In our recent webinar, “Unlimit Your Teams,” Leigh Joynson, Principal Product Manager at Zellis, explored how modern Workforce Management (WFM) can help organisations create stability, reduce complexity and unlock productivity by getting the fundamentals right. 

Why workforce management matters 

Every business understands the challenge of maintaining the right staffing levels. If there aren’t enough people, teams become overstretched and service starts to slip. If there are too many, costs rise without any gain in output. The “sweet spot” in the middle, where people are supported, customers are served and labour costs make sense, is surprisingly difficult to hit consistently. 

good workforce management system provides the framework to achieve this balance. It brings together all the factors that shape the working day, from rules and demand patterns to qualifications, workloads and more. Most importantly, it helps managers make decisions based on evidence rather than instinct. When these elements work in sync, organisations can run more smoothly while giving employees a clearer, fairer working experience. 

The core principle: Right people, right qualities, right place, right time

This idea ran throughout the webinar and sums up what effective WFM aims to achieve. But turning this principle into everyday reality is a challenge. People have different skills, availability and contractual constraints. Demand fluctuates. Absence happens. Compliance rules evolve. 

WFM platform sits at the centre of this complexity, helping organisations align their workforce with real business needs. Rather than relying on disconnected spreadsheets, emails or manual schedules, managers gain a consistent, real-time view of who is needed, where they are needed, and when.  

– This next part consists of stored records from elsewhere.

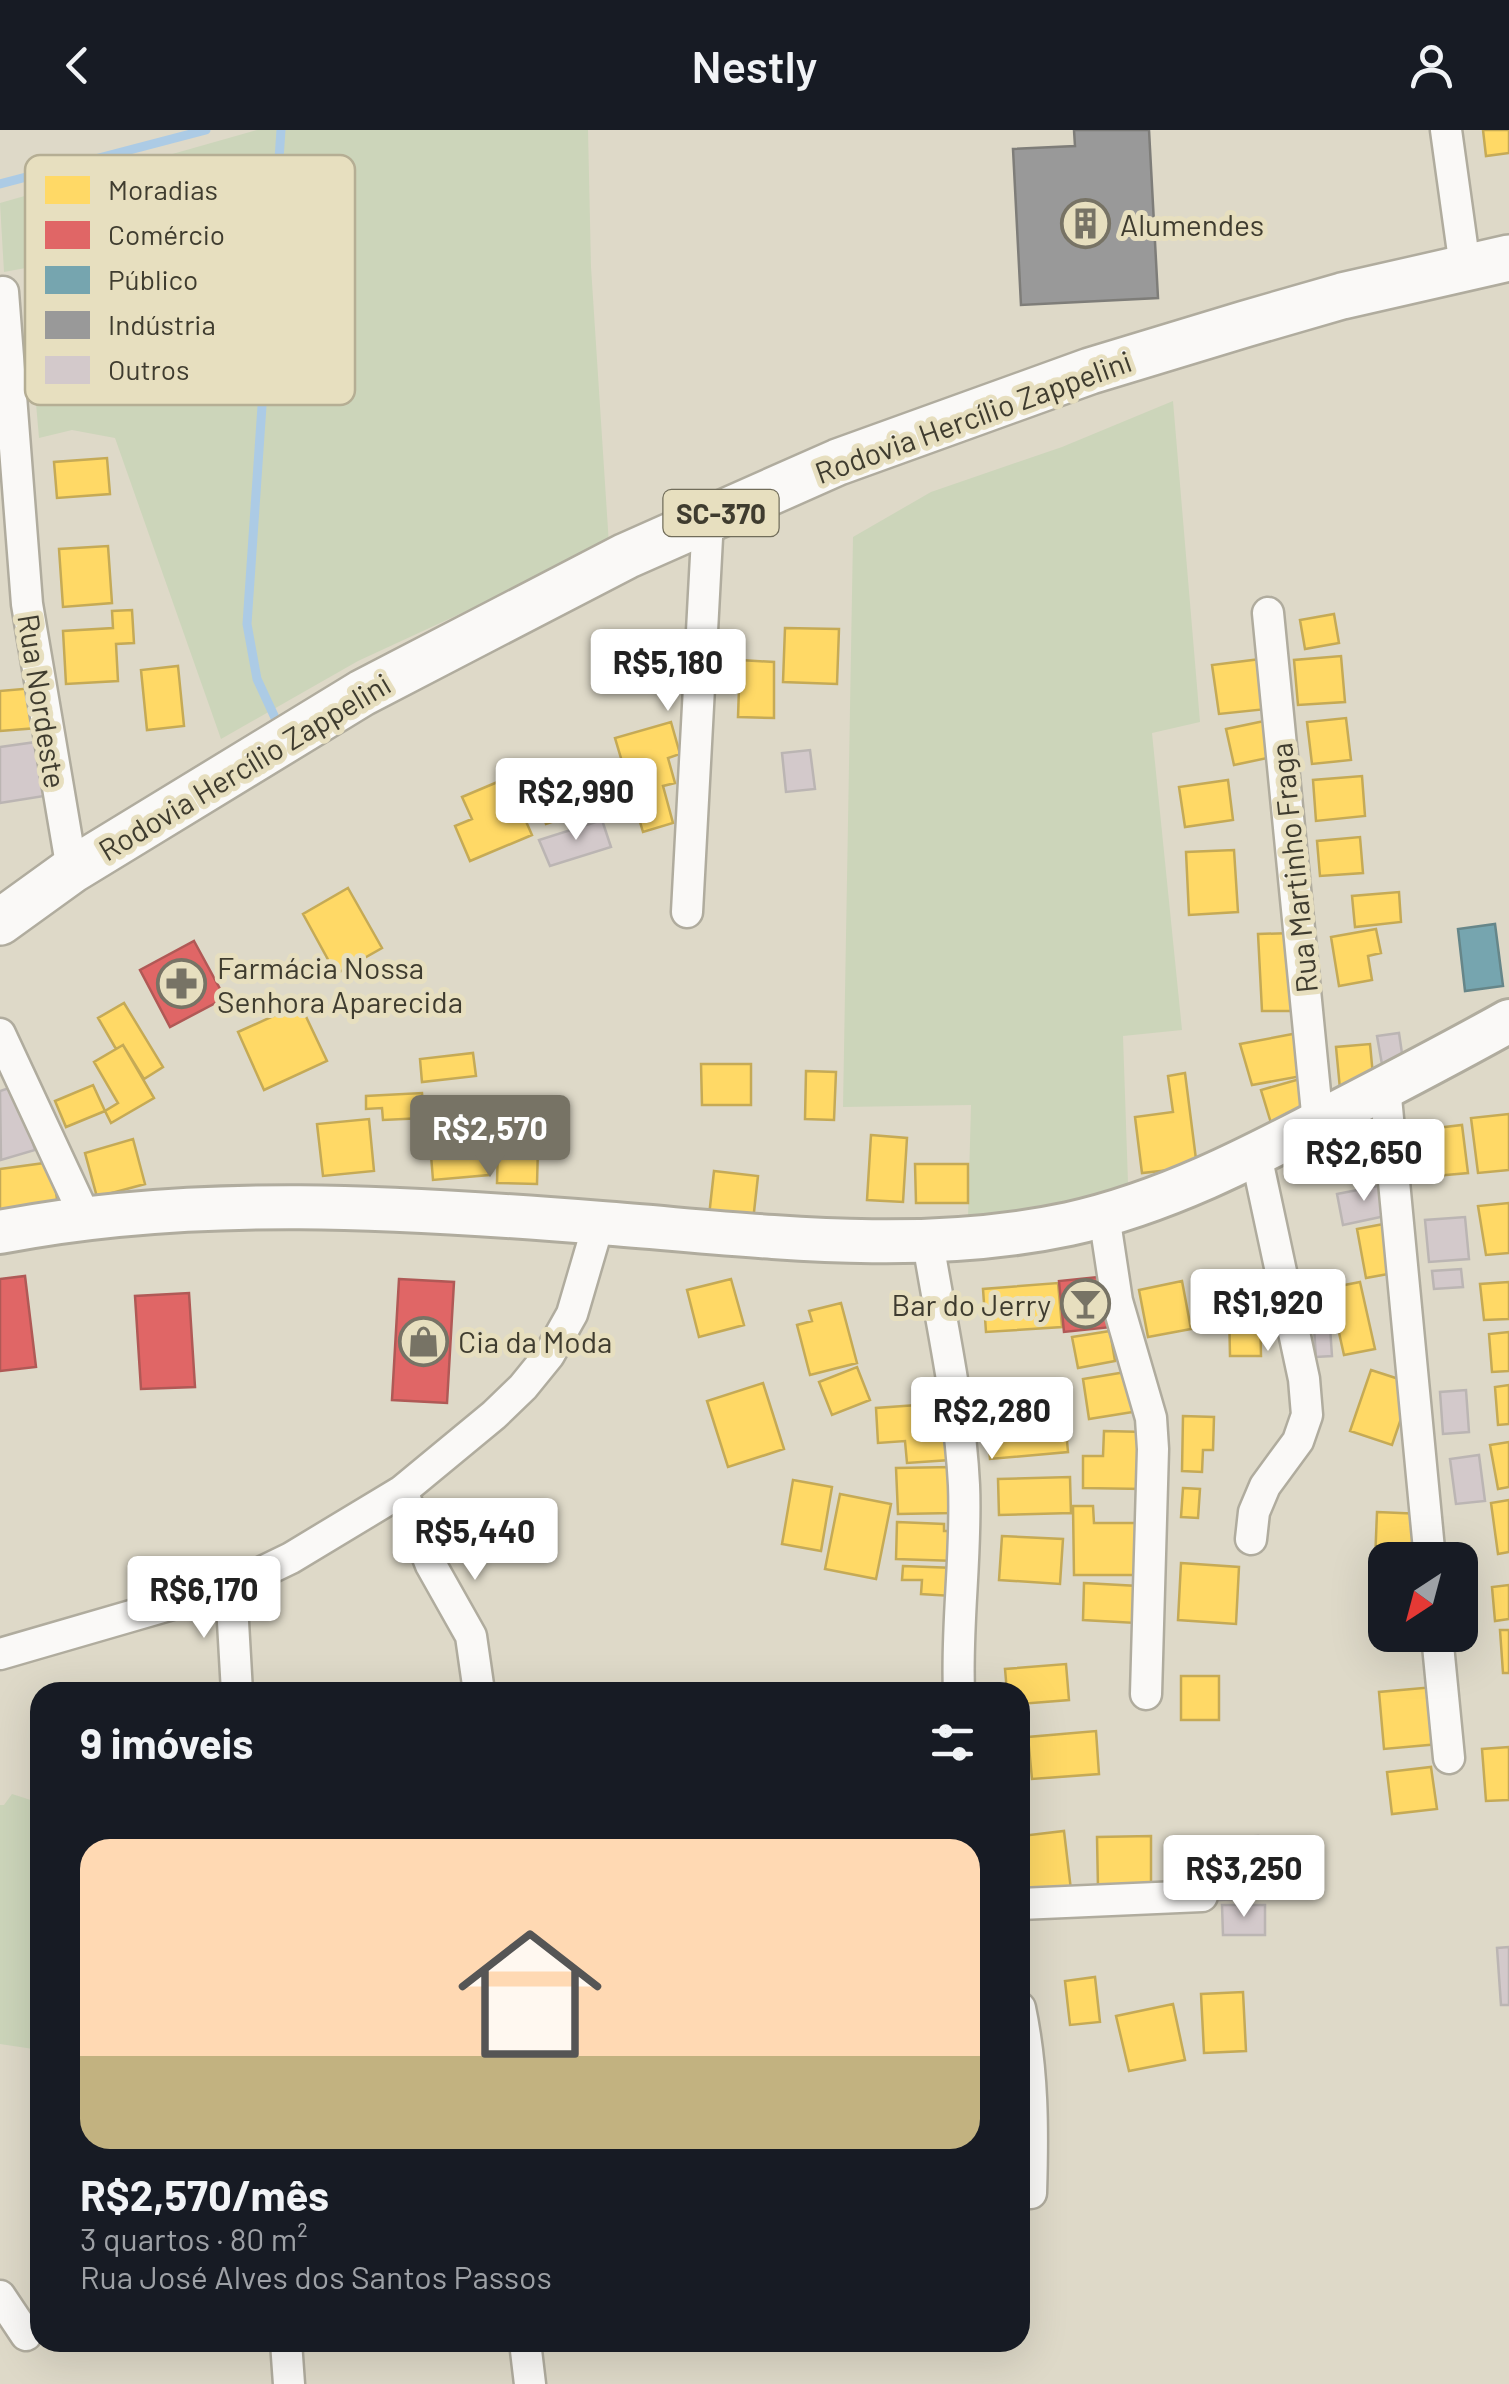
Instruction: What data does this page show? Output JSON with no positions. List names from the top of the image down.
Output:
{
  "streets": {
    "main road": ["Rodovia Hercílio Zappelini", "SC-370"],
    "street": ["Rua Nordeste", "Rua Martinho Fraga"]
  },
  "crossings": [
    ["Rodovia Hercílio Zappelini", "Rua Nordeste"]
  ],
  "places": {
    "building": ["Alumendes"],
    "pharmacy": ["Farmácia Nossa Senhora Aparecida"],
    "bar": ["Bar do Jerry"],
    "shop": ["Cia da Moda"]
  },
  "legend": [
    "Moradias",
    "Comércio",
    "Público",
    "Indústria",
    "Outros"
  ],
  "north": "bottom left",
  "page": {
    "header": "Nestly",
    "price": [
      "R$5,180",
      "R$2,990",
      "R$2,570",
      "R$2,650",
      "R$1,920",
      "R$2,280",
      "R$5,440",
      "R$6,170",
      "R$3,250"
    ],
    "heading": "9 imóveis",
    "list": [
      {
        "name": "R$2,570/mês",
        "note": "3 quartos · 80 m² · Rua José Alves dos Santos Passos"
      }
    ]
  }
}
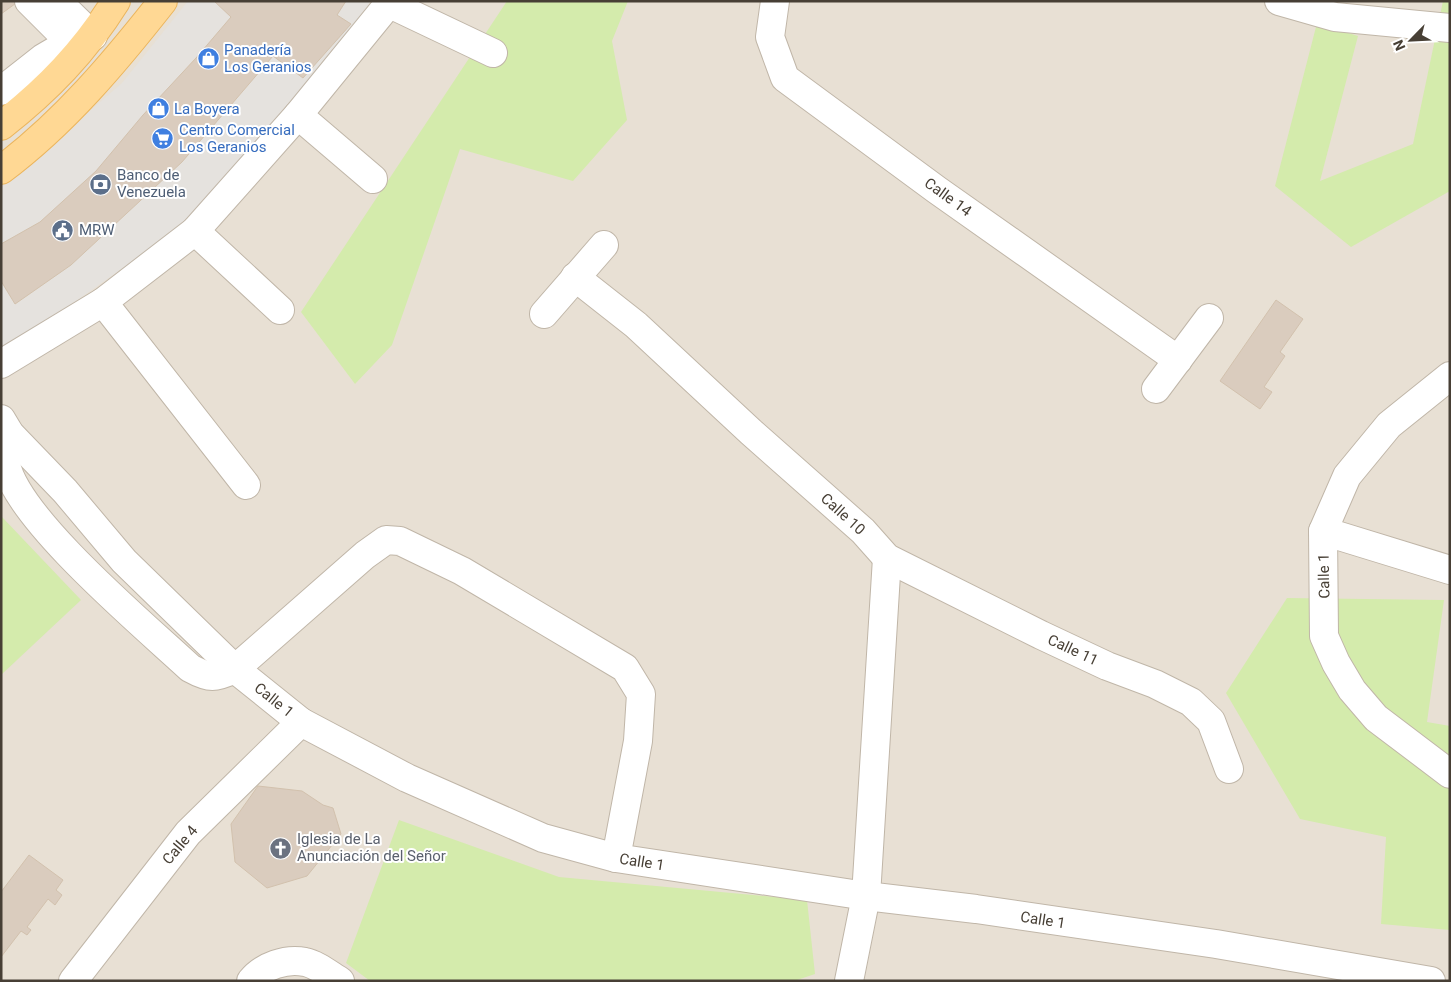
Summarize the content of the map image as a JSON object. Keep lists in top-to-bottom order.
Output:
{
  "streets": {
    "street": [
      "Calle 14",
      "Calle 10",
      "Calle 1",
      "Calle 11",
      "Calle 4"
    ]
  },
  "crossings": [
    ["Calle 10", "Calle 11"],
    ["Calle 1", "Calle 4"]
  ],
  "places": {
    "shop": ["Panadería Los Geranios", "La Boyera"],
    "supermarket": ["Centro Comercial Los Geranios"],
    "bank": ["Banco de Venezuela"],
    "public building": ["MRW"],
    "church": ["Iglesia de La Anunciación del Señor"]
  },
  "north": "bottom left"
}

Where businesses typically struggle

Many organisations wrestle with similar pain points. Schedules may be created in spreadsheets, making them prone to errors and almost impossible to update quickly when things change. Managers spend time reacting to problems instead of anticipating them, because they lack the visibility needed to make informed decisions. And without clear oversight of costs, labour overspend can creep in unnoticed until it becomes a habit rather than an exception. 

These issues are rarely caused by people. They stem from processes and tools that simply can’t keep up with the pace and complexity of modern operations in fast-paced industries with frontline workers. That’s where a structured, data-driven WFM approach becomes transformative. 

How Zellis’ WFM helps bring clarity

Zellis’ WFM aims to simplify this complexity by combining forecasting, scheduling, time capture and real-time insights into a single coherent system. 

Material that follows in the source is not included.